La Major League Soccer se prepara para tocar una de sus reglas más sensibles: el sistema de tope salarial que durante años ha definido el tipo de competencia, el perfil de sus planteles y, en buena medida, su techo de ambición. Según informó infobae estados unidos, los propietarios de la liga discutirán en Charlotte una reforma estructural que simplificaría las normas de armado de equipos y daría más libertad a los clubes para distribuir su gasto en nómina. El objetivo no es menor: atraer más estrellas, ampliar la capacidad de inversión y llegar con un nuevo marco competitivo antes del cambio de calendario previsto para el verano de 2027.
La propuesta, en esencia, busca mover a la MLS hacia un modelo menos rígido y más cercano a las exigencias del mercado deportivo actual. Hoy, la liga opera con un sistema que intenta equilibrar la competitividad entre franquicias, pero que también limita el margen de maniobra para fichar talento de alto nivel. De acuerdo con la información divulgada por infobae estados unidos, el debate en Charlotte no se limitará a un ajuste técnico: lo que está sobre la mesa es una revisión de planteles que permitiría gastar más y de forma más distribuida, reduciendo trabas administrativas y facilitando que cada club diseñe una estrategia deportiva más agresiva.

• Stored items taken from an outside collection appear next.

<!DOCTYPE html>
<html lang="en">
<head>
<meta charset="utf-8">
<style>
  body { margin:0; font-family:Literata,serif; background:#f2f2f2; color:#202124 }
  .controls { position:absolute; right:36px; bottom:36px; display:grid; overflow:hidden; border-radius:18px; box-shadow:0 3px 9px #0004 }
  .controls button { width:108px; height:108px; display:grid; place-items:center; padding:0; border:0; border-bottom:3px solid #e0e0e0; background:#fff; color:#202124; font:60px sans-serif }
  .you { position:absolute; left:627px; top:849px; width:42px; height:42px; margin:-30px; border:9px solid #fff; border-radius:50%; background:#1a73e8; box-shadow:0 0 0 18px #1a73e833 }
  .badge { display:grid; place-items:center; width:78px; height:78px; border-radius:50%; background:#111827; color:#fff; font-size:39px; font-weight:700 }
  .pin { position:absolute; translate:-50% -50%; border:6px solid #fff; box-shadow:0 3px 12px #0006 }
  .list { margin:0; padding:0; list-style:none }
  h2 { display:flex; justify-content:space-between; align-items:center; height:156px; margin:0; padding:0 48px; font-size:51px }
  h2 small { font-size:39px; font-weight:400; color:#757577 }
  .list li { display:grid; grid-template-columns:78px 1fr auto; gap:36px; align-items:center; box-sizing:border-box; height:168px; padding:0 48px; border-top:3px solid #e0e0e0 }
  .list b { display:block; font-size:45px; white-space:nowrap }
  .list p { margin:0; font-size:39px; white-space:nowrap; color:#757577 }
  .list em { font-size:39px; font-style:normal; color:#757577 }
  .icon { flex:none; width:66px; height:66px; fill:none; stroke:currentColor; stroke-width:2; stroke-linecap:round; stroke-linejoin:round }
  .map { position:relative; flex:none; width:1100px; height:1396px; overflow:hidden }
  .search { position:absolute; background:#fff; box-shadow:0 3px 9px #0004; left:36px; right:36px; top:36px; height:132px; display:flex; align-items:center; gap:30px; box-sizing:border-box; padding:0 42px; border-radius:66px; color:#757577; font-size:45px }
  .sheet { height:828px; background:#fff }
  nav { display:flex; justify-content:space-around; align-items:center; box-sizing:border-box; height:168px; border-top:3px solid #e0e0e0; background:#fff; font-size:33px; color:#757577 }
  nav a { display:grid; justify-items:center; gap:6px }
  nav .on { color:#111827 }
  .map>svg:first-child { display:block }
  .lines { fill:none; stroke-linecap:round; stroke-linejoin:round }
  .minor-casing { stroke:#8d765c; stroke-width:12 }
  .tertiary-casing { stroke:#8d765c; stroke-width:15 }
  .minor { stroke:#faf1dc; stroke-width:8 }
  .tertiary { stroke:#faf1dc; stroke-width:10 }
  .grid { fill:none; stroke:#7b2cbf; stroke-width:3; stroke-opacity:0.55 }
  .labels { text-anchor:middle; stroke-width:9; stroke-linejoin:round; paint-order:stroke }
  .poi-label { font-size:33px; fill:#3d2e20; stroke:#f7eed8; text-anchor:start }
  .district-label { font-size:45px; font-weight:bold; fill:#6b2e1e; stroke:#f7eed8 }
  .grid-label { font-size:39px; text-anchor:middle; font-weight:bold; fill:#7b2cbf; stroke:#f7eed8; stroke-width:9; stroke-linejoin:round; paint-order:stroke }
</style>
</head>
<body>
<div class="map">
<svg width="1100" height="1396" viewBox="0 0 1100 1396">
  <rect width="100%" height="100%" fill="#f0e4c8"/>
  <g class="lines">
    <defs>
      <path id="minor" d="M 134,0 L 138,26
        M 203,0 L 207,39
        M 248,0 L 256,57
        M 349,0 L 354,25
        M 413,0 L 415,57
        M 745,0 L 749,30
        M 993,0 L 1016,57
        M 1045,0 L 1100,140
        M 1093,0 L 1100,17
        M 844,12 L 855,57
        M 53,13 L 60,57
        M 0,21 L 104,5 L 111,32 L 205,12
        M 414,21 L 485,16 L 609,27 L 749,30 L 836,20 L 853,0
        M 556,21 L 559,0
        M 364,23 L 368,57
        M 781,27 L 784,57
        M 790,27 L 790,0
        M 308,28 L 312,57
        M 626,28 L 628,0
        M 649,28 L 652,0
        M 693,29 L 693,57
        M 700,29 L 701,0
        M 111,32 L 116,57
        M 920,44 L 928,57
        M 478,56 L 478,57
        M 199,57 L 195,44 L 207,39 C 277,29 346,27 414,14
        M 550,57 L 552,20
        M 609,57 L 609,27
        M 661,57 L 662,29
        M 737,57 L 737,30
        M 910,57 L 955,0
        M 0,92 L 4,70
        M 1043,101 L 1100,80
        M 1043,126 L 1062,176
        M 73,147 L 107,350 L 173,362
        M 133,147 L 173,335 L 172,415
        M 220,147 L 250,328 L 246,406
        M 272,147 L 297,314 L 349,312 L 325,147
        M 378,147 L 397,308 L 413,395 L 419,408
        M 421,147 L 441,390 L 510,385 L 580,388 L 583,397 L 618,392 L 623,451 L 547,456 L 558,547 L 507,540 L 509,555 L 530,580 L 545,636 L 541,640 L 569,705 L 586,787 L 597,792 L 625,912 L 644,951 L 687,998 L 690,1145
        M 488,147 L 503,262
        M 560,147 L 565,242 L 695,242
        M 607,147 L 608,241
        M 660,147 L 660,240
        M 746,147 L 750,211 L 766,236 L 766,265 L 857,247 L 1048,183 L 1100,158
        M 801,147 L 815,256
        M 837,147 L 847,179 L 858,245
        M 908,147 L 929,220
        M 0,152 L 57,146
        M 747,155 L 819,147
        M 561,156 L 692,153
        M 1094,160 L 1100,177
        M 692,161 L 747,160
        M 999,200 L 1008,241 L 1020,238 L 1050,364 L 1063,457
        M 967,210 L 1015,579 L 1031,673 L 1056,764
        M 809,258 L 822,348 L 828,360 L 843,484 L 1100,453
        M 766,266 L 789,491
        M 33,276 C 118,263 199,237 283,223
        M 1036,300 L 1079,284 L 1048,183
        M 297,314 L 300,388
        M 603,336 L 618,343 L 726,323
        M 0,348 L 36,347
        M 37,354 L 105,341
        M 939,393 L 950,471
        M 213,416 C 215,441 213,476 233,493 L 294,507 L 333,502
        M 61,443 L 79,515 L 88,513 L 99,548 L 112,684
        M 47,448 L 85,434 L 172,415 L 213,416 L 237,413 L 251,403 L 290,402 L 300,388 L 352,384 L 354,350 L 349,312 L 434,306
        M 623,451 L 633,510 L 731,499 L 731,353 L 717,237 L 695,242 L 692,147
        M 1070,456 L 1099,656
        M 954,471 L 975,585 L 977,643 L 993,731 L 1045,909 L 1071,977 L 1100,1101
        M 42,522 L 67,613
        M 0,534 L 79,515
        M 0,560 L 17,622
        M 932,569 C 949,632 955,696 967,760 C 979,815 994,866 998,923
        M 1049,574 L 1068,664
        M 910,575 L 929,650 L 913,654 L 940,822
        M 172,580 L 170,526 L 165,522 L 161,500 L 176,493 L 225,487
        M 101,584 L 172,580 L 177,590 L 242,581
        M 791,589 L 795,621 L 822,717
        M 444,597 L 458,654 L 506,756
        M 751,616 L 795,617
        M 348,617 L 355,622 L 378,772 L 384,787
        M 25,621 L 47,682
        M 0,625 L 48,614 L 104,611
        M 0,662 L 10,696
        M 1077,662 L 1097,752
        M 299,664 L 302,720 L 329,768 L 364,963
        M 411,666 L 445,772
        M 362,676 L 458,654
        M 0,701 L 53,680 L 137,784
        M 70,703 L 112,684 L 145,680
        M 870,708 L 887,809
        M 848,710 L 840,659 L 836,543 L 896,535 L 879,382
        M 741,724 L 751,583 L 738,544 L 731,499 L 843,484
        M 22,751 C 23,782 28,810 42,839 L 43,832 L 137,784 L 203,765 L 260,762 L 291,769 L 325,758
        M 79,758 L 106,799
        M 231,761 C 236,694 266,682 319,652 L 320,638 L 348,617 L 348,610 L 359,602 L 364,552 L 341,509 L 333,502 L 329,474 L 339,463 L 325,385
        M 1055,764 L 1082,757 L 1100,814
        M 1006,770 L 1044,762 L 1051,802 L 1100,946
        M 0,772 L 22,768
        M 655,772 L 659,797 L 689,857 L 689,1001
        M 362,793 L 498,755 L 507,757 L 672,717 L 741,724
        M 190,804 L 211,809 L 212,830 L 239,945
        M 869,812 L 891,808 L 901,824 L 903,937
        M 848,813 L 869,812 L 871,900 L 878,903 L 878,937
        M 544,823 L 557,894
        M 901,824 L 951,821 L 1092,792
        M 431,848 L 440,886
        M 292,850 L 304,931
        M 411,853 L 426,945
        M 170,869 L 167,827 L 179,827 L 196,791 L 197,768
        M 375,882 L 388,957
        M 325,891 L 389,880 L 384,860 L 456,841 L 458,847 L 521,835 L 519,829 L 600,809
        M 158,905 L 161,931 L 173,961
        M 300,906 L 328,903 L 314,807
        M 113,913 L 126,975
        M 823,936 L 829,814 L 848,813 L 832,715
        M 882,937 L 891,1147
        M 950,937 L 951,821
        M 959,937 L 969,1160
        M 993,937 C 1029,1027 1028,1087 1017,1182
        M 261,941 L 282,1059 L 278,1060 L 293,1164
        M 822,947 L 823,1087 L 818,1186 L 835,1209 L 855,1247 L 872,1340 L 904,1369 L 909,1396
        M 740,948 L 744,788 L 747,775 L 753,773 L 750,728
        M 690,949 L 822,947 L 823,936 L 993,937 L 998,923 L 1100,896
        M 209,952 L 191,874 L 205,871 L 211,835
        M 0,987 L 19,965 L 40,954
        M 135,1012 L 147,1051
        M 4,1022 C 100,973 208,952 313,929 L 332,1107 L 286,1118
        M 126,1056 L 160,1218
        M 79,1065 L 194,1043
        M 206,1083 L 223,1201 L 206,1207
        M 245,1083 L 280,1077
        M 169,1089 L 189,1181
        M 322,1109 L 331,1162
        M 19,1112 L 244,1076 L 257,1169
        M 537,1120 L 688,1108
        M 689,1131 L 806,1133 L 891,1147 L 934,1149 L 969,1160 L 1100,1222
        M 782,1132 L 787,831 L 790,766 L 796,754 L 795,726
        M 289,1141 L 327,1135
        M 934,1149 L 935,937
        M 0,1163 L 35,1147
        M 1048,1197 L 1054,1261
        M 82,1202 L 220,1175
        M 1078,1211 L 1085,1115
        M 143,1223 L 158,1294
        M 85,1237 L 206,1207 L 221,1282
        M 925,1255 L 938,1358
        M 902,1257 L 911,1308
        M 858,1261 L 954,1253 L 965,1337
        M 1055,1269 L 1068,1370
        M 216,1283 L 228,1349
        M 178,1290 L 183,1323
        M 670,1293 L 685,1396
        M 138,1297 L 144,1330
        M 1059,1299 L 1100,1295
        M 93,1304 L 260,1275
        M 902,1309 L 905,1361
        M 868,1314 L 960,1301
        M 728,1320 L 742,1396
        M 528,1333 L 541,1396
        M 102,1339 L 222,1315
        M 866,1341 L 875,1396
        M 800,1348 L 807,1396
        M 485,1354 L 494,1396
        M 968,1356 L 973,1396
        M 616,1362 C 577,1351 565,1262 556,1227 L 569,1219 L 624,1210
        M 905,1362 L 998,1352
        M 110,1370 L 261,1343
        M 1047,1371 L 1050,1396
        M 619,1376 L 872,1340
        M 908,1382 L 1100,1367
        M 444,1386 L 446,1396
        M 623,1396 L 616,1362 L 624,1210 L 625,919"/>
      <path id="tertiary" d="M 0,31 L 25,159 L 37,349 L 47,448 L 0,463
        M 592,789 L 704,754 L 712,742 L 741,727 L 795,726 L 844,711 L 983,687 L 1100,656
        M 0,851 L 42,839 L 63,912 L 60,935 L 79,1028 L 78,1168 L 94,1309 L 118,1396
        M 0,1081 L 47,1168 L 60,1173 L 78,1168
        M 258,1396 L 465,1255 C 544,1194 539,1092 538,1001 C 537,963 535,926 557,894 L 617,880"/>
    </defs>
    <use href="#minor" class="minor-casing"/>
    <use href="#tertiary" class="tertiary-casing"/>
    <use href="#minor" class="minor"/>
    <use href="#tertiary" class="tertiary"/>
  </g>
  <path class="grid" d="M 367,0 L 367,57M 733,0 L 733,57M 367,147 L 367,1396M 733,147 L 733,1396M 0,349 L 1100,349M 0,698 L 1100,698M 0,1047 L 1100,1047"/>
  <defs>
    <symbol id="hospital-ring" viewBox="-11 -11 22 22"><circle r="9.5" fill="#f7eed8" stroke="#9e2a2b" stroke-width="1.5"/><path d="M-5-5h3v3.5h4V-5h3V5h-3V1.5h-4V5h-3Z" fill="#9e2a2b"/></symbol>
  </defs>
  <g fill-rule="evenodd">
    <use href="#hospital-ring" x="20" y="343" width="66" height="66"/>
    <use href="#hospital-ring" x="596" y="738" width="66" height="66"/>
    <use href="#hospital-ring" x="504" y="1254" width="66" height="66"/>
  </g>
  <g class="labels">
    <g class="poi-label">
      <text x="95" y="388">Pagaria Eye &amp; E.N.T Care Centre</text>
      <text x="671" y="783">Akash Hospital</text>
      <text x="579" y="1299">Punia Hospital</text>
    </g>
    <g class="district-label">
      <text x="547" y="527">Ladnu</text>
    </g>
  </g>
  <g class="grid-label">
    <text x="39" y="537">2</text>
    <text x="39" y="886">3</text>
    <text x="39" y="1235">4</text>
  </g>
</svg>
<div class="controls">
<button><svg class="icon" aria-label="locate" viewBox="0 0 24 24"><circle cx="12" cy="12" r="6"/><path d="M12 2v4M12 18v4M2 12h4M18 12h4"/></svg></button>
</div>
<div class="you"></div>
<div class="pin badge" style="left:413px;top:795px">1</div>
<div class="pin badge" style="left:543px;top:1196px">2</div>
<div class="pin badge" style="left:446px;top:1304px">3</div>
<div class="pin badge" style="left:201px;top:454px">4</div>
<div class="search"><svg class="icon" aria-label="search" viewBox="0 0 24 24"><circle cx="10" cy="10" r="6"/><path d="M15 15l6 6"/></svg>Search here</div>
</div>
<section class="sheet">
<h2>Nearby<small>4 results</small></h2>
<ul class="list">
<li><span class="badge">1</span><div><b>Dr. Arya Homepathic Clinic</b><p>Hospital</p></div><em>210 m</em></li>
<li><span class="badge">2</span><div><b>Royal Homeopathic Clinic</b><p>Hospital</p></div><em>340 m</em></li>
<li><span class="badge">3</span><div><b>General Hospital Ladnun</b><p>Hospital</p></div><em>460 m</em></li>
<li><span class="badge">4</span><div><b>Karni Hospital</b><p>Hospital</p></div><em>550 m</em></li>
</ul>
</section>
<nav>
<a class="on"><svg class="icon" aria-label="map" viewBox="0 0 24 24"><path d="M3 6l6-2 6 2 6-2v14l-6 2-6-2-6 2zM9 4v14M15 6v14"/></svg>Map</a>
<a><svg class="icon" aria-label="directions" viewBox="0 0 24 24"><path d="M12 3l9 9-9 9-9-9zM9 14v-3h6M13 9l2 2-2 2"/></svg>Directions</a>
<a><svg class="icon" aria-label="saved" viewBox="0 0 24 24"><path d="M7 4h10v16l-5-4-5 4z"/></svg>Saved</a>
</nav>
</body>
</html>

El trasfondo es claro. La MLS ya no compite solo contra otras ligas estadounidenses, sino contra un mercado global en el que el fútbol se ha vuelto una carrera por atraer figuras, retener talento y convertir a los clubes en marcas con proyección internacional. El impulso que dejó la llegada de Lionel Messi a Inter Miami confirmó algo que la liga conoce bien: las estrellas venden, elevan audiencias y cambian la conversación. Pero también dejó en evidencia que el modelo actual sigue siendo insuficiente para sostener un salto de escala si la MLS quiere consolidarse como destino relevante y no solo como liga de transición. Por eso, esta reforma importa más allá de los balances de cada franquicia. Afecta la calidad del espectáculo, la competitividad interna y la capacidad de la liga para seguir creciendo en un momento en que el fútbol en Estados Unidos gana terreno de cara al Mundial de 2026 y al rediseño de su calendario competitivo.
Si el plan avanza, la MLS no solo estaría flexibilizando su relación con el dinero: estaría redefiniendo su identidad. Durante años vendió la idea de paridad como su principal virtud; ahora intenta encontrar un punto medio entre equilibrio y ambición. El desafío será político y deportivo al mismo tiempo, porque cualquier cambio en el tope salarial abre tensiones entre los propietarios con mayor músculo financiero y aquellos que prefieren preservar el viejo orden. Pero la dirección parece tomada: la liga quiere dejar de ser una estructura que limita y pasar a ser una que permita competir por talento en una escala más alta. Y ese giro, si se concreta, puede cambiar el mapa del fútbol en Estados Unidos.